(Stored data)
----

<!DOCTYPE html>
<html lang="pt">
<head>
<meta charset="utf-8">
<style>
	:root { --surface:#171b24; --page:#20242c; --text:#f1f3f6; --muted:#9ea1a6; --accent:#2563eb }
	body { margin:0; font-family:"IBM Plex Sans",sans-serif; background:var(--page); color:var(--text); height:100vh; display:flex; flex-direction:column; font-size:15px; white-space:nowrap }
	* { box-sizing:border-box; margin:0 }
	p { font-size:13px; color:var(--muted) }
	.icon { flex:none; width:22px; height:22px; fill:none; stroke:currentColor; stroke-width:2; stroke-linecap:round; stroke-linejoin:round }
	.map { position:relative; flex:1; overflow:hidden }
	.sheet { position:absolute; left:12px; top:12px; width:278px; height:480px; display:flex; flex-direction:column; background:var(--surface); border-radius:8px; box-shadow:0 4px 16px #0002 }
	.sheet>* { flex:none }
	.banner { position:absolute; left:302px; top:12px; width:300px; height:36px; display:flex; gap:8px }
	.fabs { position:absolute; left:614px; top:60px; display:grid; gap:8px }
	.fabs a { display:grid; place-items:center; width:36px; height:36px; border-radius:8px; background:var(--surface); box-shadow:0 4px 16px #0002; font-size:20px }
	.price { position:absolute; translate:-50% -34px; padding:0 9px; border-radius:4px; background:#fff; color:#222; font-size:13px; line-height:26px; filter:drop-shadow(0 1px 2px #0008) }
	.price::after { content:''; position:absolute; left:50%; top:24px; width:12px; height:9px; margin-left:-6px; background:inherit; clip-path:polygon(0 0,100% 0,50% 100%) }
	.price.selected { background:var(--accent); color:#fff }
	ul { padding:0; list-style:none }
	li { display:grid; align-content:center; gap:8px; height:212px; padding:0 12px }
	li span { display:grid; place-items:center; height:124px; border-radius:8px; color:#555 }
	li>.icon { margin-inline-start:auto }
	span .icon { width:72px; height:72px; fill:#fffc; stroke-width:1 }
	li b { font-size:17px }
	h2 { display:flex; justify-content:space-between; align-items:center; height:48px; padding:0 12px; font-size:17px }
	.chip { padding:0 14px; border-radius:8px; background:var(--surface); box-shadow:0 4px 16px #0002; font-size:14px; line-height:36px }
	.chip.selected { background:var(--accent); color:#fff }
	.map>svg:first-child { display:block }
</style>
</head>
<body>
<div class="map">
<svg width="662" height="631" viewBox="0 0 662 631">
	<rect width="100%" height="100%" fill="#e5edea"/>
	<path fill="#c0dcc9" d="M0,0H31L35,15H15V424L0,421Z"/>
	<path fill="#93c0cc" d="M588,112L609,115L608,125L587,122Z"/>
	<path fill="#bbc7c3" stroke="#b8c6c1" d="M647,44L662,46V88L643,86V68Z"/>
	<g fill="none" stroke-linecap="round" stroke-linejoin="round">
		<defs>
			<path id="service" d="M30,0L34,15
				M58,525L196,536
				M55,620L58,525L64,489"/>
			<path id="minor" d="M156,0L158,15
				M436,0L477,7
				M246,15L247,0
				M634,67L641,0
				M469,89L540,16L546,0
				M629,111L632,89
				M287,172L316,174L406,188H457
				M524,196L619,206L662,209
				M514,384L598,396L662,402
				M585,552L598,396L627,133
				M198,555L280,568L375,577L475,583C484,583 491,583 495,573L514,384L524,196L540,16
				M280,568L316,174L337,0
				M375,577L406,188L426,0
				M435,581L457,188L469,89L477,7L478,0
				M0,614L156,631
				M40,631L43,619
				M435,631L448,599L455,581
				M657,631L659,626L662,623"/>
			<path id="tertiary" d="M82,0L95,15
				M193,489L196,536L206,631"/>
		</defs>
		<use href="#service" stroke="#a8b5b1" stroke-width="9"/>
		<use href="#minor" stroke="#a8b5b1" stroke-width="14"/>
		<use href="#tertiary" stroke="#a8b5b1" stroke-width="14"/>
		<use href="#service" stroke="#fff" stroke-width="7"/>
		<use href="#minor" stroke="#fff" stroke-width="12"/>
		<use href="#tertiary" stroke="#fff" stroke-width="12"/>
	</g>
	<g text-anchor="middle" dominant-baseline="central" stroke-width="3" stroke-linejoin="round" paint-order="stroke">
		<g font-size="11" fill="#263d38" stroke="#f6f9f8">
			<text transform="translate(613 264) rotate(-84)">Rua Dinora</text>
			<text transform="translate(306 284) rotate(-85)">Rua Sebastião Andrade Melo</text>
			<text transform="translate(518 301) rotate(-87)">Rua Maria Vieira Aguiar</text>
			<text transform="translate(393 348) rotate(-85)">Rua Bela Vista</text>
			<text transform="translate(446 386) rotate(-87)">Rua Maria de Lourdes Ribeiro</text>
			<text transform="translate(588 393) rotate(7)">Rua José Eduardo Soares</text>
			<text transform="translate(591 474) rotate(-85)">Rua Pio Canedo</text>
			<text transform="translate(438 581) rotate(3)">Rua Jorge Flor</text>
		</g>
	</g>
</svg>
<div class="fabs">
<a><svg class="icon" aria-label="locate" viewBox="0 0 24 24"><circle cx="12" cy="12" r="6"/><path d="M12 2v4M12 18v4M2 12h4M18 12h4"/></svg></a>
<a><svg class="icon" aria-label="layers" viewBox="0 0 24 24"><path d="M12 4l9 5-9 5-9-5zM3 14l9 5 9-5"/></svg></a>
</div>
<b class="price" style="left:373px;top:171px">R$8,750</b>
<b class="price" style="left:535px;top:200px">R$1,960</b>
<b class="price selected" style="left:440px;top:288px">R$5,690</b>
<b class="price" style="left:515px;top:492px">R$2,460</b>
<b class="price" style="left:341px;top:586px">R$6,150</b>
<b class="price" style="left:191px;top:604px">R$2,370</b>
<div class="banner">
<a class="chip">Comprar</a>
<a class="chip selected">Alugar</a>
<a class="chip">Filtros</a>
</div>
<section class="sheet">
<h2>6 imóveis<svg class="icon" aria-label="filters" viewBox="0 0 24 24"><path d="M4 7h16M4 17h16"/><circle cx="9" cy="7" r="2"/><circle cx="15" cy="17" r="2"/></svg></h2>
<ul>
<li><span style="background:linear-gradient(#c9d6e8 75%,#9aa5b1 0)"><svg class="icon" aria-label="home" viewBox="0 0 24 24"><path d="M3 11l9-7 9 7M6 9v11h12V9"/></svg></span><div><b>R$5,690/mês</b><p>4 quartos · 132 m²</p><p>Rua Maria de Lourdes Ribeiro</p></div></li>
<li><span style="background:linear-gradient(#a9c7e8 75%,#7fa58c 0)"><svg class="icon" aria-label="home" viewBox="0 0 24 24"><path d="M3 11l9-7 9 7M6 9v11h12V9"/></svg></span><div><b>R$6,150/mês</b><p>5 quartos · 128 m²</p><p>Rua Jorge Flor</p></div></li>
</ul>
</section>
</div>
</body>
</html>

----

Return every line from the records above that holds the word "none".

	.icon { flex:none; width:22px; height:22px; fill:none; stroke:currentColor; stroke-width:2; stroke-linecap:round; stroke-linejoin:round }
	.sheet>* { flex:none }
	ul { padding:0; list-style:none }
	<g fill="none" stroke-linecap="round" stroke-linejoin="round">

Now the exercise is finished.